What is expected – Tally up the lines below that contain the word "rows" and give the total alone.

Dataset entries –
◇ ◇ ◇ ◇

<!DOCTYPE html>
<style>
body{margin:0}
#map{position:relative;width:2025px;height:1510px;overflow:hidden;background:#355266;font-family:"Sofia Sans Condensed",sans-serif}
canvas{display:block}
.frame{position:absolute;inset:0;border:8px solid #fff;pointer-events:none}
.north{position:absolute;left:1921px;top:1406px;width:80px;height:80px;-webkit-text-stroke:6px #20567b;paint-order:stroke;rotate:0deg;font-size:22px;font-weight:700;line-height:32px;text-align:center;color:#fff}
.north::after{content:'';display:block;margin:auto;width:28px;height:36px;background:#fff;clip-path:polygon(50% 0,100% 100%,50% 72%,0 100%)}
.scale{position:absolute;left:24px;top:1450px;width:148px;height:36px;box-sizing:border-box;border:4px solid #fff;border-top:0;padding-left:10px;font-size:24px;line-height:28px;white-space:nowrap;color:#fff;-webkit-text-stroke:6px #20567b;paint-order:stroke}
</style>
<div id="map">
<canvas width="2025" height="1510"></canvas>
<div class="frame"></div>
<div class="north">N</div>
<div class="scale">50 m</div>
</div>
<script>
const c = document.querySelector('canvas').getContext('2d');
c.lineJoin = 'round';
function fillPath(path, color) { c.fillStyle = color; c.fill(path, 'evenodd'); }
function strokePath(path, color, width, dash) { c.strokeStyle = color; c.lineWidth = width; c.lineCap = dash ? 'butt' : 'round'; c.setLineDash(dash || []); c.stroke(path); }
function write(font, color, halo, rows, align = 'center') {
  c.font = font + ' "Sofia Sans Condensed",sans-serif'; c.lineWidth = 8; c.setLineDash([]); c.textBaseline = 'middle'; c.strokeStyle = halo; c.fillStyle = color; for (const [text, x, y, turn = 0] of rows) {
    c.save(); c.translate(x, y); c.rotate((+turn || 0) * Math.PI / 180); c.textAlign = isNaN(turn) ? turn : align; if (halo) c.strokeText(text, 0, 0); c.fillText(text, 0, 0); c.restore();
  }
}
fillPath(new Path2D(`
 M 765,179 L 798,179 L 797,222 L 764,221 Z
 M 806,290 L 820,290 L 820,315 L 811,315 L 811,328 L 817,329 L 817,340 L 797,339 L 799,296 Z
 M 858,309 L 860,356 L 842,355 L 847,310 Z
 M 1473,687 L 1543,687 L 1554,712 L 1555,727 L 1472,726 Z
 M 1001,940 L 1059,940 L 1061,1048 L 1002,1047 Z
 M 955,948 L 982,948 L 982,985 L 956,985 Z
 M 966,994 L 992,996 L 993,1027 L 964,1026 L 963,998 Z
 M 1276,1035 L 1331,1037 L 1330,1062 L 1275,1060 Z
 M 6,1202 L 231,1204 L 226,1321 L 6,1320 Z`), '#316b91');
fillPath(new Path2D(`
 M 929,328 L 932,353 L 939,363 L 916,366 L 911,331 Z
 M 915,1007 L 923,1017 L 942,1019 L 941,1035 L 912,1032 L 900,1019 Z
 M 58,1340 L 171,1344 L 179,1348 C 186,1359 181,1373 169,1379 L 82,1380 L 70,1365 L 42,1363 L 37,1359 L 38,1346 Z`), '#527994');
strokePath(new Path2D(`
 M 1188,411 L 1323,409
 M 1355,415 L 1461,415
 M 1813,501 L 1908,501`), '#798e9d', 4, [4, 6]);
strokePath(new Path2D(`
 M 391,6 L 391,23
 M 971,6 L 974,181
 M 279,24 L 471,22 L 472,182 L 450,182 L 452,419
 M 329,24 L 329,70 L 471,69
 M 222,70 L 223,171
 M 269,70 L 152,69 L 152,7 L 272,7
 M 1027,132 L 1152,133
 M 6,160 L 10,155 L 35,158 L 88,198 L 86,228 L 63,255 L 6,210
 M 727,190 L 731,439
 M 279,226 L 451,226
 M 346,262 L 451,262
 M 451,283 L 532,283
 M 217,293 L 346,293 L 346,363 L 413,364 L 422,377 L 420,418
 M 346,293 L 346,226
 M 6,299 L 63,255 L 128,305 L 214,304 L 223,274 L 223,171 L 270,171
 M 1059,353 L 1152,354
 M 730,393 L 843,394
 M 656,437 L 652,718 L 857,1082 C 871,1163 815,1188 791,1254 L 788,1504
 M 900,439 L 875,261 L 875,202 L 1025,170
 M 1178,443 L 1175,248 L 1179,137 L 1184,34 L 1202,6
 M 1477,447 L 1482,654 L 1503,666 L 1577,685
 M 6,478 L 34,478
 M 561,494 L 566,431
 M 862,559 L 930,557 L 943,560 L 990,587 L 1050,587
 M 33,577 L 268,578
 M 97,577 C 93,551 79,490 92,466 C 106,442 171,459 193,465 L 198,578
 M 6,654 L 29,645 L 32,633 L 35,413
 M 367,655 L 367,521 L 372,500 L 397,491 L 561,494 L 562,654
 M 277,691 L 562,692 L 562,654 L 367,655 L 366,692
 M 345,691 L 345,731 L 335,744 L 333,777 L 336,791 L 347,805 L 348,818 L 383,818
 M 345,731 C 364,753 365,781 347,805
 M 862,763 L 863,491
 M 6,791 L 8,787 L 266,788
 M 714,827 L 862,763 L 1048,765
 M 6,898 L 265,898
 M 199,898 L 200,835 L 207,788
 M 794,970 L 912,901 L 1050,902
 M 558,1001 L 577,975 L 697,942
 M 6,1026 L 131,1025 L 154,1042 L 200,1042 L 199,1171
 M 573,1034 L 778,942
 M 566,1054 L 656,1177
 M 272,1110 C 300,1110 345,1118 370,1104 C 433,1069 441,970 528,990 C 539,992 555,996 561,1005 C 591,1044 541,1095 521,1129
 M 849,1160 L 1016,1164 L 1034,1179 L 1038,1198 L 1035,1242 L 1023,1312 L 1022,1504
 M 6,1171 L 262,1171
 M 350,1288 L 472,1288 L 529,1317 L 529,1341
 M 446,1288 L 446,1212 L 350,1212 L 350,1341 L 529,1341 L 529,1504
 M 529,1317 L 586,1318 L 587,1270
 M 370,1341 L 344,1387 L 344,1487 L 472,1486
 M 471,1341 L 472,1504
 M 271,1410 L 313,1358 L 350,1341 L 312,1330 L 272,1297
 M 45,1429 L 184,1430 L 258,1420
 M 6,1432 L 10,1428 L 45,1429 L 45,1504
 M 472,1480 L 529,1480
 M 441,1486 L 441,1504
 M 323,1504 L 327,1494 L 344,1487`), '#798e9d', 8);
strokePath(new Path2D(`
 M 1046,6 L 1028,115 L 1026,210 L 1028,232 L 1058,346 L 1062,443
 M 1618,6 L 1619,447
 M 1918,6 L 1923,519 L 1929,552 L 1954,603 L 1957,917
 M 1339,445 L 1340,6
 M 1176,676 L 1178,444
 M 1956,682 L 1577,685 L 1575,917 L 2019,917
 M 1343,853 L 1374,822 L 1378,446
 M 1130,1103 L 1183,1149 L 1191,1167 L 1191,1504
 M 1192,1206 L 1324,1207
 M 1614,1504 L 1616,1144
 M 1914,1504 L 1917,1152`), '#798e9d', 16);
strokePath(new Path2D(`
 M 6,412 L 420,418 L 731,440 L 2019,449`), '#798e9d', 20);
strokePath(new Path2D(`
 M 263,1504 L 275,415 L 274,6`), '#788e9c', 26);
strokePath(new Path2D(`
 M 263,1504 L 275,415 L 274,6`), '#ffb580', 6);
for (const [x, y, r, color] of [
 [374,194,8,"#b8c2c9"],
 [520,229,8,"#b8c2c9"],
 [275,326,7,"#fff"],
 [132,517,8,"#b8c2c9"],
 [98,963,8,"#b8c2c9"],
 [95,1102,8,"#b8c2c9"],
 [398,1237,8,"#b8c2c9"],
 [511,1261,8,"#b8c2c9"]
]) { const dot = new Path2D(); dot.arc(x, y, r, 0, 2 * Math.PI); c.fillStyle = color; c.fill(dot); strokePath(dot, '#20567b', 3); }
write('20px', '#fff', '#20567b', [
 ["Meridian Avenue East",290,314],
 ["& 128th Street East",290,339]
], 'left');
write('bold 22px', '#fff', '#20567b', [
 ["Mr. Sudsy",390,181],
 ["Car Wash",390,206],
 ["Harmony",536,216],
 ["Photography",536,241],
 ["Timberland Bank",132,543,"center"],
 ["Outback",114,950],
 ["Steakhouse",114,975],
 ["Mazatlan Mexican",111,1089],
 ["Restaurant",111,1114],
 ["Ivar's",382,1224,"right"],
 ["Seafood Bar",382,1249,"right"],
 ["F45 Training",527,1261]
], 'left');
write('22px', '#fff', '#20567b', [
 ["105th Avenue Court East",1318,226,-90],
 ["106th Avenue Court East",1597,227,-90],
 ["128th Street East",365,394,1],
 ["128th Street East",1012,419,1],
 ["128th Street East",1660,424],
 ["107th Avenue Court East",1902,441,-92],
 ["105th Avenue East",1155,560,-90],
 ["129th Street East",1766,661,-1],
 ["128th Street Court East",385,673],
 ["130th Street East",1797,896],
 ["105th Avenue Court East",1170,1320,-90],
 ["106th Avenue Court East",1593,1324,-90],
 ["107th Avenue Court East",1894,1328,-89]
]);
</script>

◇ ◇ ◇ ◇

Solution for this task – 2